Os indicadores socioeconômicos considerados foram: o Índice de Desenvolvimento Humano Municipal (IDHM) e suas três vertentes (Educação, Longevidade e Renda), o Índice de Gini, a Taxa de Analfabetismo, a Taxa de Água (percentual da população urbana residente em domicílios ligados à rede de abastecimento de água), a Taxa de Esgoto (percentual da população urbana residente em domicílios ligados à rede de esgotamento sanitário) e Esperança de vida.

O modelo de regressão beta possui uma estrutura de regressão para modelar a média da resposta (Y) junto com um parâmetro de precisão. Neste caso, o interesse é modelar a média (valor esperado da incompletude para prematuridade) em função das variáveis explicativas, tais como IDHM, Índice de Gini, Taxa de Água etc. O modelo de regressão beta inflacionado em zero é uma mistura de distribuições: uma discreta degenerada em zero que permite valores iguais a zero e uma distribuição contínua (distribuição Beta) para o restante das observações, que estão limitadas no intervalo (0, 1).

Para os dados estaduais, a incompletude para prematuridade estava limitada no intervalo (0, 1), ou seja, não permite valores iguais a 0 e 1 e por isso os modelos de regressão beta com dispersão fixa e com dispersão variável foram considerados. Para os dados municipais seguimos a mesma lógica do que foi feito para os estados, porém 35,04% dos municípios (1204 observações) tiveram incompletude para prematuridade igual a zero, ou seja as observações estavam limitadas no intervalo [0, 1). Sendo assim, os modelos de regressão beta com dispersão fixa e com dispersão variável não se ajustaram bem aos dados (isso nos mostra o quanto é importante usar a abordagem certa para cada caso) e, por esse motivo, o modelo de regressão beta inflacionado em zero foi considerado.

No modelo final do ajuste para estados, observamos que apenas as variáveis IDHM e Água foram significantes para o modelo.
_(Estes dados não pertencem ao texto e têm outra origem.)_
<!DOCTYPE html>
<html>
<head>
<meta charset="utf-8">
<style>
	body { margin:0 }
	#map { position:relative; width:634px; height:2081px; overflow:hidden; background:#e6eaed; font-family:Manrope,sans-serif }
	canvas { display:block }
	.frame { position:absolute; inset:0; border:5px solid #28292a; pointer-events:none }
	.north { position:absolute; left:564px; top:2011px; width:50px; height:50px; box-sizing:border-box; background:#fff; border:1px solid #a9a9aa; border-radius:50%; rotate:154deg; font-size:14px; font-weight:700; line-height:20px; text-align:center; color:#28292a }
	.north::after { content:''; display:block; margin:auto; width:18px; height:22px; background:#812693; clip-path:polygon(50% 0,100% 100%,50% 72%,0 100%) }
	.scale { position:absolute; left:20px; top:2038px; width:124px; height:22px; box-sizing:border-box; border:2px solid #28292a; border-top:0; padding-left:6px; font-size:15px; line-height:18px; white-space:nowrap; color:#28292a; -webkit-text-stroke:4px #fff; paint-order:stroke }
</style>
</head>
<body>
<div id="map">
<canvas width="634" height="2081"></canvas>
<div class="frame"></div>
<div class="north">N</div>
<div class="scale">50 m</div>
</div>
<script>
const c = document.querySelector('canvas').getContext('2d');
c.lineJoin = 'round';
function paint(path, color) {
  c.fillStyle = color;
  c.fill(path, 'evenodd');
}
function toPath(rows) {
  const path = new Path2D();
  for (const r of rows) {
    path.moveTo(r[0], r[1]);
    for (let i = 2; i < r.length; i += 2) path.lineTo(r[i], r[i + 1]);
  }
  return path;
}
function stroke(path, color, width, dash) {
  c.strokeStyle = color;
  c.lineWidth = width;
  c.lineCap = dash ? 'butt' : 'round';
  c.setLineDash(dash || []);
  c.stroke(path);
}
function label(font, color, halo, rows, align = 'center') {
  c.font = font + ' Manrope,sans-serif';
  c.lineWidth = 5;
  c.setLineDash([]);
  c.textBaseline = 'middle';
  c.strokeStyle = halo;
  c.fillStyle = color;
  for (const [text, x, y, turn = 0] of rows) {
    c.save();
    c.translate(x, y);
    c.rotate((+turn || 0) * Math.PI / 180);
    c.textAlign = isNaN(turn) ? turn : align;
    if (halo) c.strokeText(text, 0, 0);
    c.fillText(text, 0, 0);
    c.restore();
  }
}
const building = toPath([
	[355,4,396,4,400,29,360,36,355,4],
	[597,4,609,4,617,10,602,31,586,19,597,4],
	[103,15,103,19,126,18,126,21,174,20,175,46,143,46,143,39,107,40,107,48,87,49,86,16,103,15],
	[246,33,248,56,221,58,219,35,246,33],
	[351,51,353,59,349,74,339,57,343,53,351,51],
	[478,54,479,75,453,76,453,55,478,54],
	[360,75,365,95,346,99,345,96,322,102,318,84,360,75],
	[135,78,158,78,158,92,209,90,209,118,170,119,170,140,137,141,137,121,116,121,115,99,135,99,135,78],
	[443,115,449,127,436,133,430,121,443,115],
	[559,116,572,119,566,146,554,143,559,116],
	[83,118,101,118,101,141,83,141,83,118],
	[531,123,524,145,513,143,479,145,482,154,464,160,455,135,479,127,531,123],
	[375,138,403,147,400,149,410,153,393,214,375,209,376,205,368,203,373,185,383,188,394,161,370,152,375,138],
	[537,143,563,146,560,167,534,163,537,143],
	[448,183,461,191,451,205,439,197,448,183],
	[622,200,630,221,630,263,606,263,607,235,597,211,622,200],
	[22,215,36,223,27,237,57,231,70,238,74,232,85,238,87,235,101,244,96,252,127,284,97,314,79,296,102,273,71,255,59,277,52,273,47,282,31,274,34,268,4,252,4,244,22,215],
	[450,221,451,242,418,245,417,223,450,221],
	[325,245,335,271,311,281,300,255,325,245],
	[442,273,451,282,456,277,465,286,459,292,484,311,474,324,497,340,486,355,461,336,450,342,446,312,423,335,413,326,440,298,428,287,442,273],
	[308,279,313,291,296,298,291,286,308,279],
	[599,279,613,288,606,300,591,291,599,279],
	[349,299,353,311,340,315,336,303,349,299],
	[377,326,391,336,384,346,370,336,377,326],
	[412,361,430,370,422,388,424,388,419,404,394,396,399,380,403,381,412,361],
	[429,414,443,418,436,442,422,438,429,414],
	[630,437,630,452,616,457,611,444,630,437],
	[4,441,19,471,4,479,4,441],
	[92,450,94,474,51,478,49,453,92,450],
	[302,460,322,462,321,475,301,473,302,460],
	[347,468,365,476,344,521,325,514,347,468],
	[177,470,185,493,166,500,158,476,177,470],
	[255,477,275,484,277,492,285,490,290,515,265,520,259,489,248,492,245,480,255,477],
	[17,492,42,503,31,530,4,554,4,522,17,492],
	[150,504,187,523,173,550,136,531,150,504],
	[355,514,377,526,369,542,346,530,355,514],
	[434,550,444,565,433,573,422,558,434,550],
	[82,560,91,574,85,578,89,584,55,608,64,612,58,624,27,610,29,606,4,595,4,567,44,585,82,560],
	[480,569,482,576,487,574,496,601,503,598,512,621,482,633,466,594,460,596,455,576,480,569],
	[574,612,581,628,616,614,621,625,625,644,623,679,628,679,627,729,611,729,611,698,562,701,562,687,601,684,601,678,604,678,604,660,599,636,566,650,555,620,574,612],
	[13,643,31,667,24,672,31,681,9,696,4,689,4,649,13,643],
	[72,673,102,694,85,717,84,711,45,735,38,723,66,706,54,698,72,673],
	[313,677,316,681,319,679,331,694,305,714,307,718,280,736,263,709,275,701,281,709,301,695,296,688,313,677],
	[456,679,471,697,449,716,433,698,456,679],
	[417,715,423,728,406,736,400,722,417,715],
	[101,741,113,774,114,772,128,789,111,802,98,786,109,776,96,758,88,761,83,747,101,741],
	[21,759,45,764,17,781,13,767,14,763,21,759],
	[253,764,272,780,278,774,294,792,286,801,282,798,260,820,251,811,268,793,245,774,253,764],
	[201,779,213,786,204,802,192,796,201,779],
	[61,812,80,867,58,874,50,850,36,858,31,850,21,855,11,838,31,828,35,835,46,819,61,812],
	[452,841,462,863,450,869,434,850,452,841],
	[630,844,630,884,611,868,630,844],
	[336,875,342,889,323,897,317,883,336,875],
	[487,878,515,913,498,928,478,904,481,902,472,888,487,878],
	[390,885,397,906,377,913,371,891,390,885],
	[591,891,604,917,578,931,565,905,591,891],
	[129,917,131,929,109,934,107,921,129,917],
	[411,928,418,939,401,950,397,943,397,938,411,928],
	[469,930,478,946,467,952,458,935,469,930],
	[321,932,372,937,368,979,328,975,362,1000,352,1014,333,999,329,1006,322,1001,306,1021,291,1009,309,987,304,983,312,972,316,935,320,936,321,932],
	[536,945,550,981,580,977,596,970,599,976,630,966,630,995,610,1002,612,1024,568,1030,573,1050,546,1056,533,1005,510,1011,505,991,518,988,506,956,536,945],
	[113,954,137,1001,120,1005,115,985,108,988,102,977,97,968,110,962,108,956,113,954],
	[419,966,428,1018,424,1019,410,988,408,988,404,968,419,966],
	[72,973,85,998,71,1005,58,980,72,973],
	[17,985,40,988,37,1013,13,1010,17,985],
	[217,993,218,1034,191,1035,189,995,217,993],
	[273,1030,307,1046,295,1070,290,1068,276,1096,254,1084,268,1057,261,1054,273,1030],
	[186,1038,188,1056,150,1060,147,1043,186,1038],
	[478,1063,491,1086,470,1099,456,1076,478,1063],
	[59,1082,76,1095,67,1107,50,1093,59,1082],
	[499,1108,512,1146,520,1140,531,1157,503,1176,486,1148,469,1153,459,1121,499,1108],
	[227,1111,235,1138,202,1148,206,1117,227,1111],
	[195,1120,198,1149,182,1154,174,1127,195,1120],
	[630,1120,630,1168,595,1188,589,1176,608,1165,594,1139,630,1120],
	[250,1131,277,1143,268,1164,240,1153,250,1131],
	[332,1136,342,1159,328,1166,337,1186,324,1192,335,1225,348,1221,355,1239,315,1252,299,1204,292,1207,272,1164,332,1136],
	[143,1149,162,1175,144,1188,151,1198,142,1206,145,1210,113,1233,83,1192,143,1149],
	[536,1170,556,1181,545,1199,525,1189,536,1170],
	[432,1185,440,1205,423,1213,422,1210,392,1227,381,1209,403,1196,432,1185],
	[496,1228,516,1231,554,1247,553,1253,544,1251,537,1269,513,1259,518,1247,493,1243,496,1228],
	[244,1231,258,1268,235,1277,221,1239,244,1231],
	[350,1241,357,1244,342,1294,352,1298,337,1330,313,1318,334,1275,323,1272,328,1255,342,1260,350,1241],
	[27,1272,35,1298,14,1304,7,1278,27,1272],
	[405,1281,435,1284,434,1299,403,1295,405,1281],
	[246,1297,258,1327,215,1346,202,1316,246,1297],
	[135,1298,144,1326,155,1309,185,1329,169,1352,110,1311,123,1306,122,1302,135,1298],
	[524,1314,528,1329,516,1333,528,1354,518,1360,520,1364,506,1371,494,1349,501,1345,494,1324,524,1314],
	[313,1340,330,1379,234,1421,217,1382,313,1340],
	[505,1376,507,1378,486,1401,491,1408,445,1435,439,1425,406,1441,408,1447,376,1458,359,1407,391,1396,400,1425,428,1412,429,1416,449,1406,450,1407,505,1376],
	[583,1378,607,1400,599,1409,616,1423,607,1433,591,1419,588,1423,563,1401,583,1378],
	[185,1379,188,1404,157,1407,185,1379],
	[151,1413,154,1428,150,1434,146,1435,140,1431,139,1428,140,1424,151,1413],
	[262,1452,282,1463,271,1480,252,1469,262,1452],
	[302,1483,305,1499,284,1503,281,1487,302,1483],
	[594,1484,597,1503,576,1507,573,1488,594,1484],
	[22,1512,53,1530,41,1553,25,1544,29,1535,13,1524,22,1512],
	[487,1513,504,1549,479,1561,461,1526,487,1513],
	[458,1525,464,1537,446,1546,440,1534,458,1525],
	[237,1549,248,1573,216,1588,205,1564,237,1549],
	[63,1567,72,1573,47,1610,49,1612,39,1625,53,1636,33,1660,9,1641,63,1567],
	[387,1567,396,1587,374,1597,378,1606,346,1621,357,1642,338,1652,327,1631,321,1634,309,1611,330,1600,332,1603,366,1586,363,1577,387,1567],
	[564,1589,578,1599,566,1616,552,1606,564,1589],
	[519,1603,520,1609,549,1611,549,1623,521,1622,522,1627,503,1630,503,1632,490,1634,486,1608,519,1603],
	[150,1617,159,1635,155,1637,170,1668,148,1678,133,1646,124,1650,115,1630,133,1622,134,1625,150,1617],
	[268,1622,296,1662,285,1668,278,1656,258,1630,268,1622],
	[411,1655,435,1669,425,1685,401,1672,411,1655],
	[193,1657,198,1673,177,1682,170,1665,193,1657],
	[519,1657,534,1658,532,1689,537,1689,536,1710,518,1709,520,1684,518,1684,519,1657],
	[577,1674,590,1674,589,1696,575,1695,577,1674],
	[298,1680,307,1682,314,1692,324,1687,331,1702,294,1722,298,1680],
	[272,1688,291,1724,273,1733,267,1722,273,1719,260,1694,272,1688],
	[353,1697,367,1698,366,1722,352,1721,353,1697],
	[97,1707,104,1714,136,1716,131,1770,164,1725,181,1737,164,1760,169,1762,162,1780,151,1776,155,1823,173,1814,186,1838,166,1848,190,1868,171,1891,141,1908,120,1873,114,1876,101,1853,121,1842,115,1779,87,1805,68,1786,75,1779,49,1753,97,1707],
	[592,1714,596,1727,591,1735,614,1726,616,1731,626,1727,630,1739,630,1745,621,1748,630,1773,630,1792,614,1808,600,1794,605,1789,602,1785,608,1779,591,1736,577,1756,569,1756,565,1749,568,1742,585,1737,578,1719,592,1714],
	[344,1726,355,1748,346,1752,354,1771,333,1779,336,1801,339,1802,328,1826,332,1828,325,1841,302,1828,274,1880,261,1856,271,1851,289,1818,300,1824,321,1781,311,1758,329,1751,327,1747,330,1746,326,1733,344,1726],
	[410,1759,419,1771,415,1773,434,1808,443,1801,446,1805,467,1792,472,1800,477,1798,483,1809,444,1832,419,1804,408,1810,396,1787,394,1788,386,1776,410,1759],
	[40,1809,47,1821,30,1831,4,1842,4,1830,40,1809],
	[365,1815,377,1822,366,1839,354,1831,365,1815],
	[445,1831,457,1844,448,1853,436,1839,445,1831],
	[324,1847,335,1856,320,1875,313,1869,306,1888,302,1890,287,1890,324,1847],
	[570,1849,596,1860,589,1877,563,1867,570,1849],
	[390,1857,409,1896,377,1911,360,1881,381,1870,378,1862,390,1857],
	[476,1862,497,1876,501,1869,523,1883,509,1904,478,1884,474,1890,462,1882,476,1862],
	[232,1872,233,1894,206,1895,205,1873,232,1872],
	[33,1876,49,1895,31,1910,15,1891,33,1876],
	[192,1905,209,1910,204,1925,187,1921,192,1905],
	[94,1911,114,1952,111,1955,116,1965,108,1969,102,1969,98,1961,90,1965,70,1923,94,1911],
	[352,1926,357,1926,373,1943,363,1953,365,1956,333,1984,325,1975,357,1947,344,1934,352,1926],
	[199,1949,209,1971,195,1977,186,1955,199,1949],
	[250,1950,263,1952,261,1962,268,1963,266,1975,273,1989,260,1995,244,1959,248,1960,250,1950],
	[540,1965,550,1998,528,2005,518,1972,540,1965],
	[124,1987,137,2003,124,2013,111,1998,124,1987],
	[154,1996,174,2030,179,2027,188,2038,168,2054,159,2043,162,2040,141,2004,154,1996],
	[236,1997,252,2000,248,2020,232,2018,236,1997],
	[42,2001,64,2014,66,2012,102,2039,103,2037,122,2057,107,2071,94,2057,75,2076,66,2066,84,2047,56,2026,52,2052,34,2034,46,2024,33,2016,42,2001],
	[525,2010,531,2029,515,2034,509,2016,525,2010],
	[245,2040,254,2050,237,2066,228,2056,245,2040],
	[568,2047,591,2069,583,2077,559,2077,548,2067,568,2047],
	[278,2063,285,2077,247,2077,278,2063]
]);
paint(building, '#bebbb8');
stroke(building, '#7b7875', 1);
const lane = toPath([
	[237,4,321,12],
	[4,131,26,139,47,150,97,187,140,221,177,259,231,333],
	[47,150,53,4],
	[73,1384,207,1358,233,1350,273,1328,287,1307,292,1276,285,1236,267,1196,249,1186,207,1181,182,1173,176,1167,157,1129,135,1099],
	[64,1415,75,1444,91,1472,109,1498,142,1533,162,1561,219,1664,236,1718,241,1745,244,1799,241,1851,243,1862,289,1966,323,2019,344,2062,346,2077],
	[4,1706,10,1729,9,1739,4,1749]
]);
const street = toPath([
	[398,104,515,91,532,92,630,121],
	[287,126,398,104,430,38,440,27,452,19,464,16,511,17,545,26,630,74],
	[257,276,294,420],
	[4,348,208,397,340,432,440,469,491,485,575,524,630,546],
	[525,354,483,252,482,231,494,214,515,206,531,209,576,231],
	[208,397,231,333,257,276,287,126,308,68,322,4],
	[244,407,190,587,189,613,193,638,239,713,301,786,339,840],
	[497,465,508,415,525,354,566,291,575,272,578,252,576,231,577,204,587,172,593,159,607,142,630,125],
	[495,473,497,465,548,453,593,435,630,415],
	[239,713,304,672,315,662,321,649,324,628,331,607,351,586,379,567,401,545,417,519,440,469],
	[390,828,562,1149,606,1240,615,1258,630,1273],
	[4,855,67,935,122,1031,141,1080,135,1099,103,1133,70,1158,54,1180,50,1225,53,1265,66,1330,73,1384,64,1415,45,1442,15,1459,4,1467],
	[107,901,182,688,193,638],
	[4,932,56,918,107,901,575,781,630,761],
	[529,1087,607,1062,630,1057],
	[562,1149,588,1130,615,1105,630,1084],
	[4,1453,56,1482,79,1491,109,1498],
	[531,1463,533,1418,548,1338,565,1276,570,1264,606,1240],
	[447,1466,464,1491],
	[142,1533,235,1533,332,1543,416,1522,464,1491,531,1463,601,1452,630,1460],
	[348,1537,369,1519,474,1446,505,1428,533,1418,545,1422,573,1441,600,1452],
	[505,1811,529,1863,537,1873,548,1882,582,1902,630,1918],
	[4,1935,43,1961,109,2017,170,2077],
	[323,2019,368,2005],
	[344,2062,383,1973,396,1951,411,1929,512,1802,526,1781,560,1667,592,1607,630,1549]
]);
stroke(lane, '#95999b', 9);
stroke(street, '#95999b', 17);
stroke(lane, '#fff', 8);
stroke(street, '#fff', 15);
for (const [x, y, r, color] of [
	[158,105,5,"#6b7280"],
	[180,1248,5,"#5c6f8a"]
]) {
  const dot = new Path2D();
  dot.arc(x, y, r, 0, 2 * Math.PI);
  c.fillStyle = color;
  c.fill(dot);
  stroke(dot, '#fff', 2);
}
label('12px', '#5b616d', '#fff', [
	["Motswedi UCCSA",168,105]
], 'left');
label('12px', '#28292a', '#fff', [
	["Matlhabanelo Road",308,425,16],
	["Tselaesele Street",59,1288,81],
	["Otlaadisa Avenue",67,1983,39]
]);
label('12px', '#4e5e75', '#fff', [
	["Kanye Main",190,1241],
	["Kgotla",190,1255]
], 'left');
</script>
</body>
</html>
As duas variáveis apresentam relação negativa com a incompletude esperada e foi possível perceber que, independentemente do valor da Água, para os menores valores do IDHM (< 0,18, aproximadamente), a incompletude esperada é bem próxima de 1. Em contrapartida, também independente do valor da Água, para os maiores valores do IDHM (> 0,7), a incompletude esperada é muito próxima de zero, principalmente para valores da Água maiores que 40%. Para valores de IDHM entre 0,18 e 0,7, aproximadamente, os valores da incompletude esperada variam entre 0,4 e 0,7, a depender do valor da Água.

Para a incompletude para prematuridade em nível municipal, foram significativas as variáveis IDHM Longevidade, IDHM Renda, Água/esgoto e Nascimentos para a probabilidade de incompletude ser igual a zero, em que as variáveis de IDHM apresentam uma relação positiva com a probabilidade de incompletude zero e as demais variáveis significativas apresentam uma relação inversa. Já as variáveis IDHM Educação, IDHM Renda e Nascimentos foram significativas para a incompletude esperada condicional a estar no intervalo (0, 1), em que todas elas apresentam relação negativa com a incompletude esperada.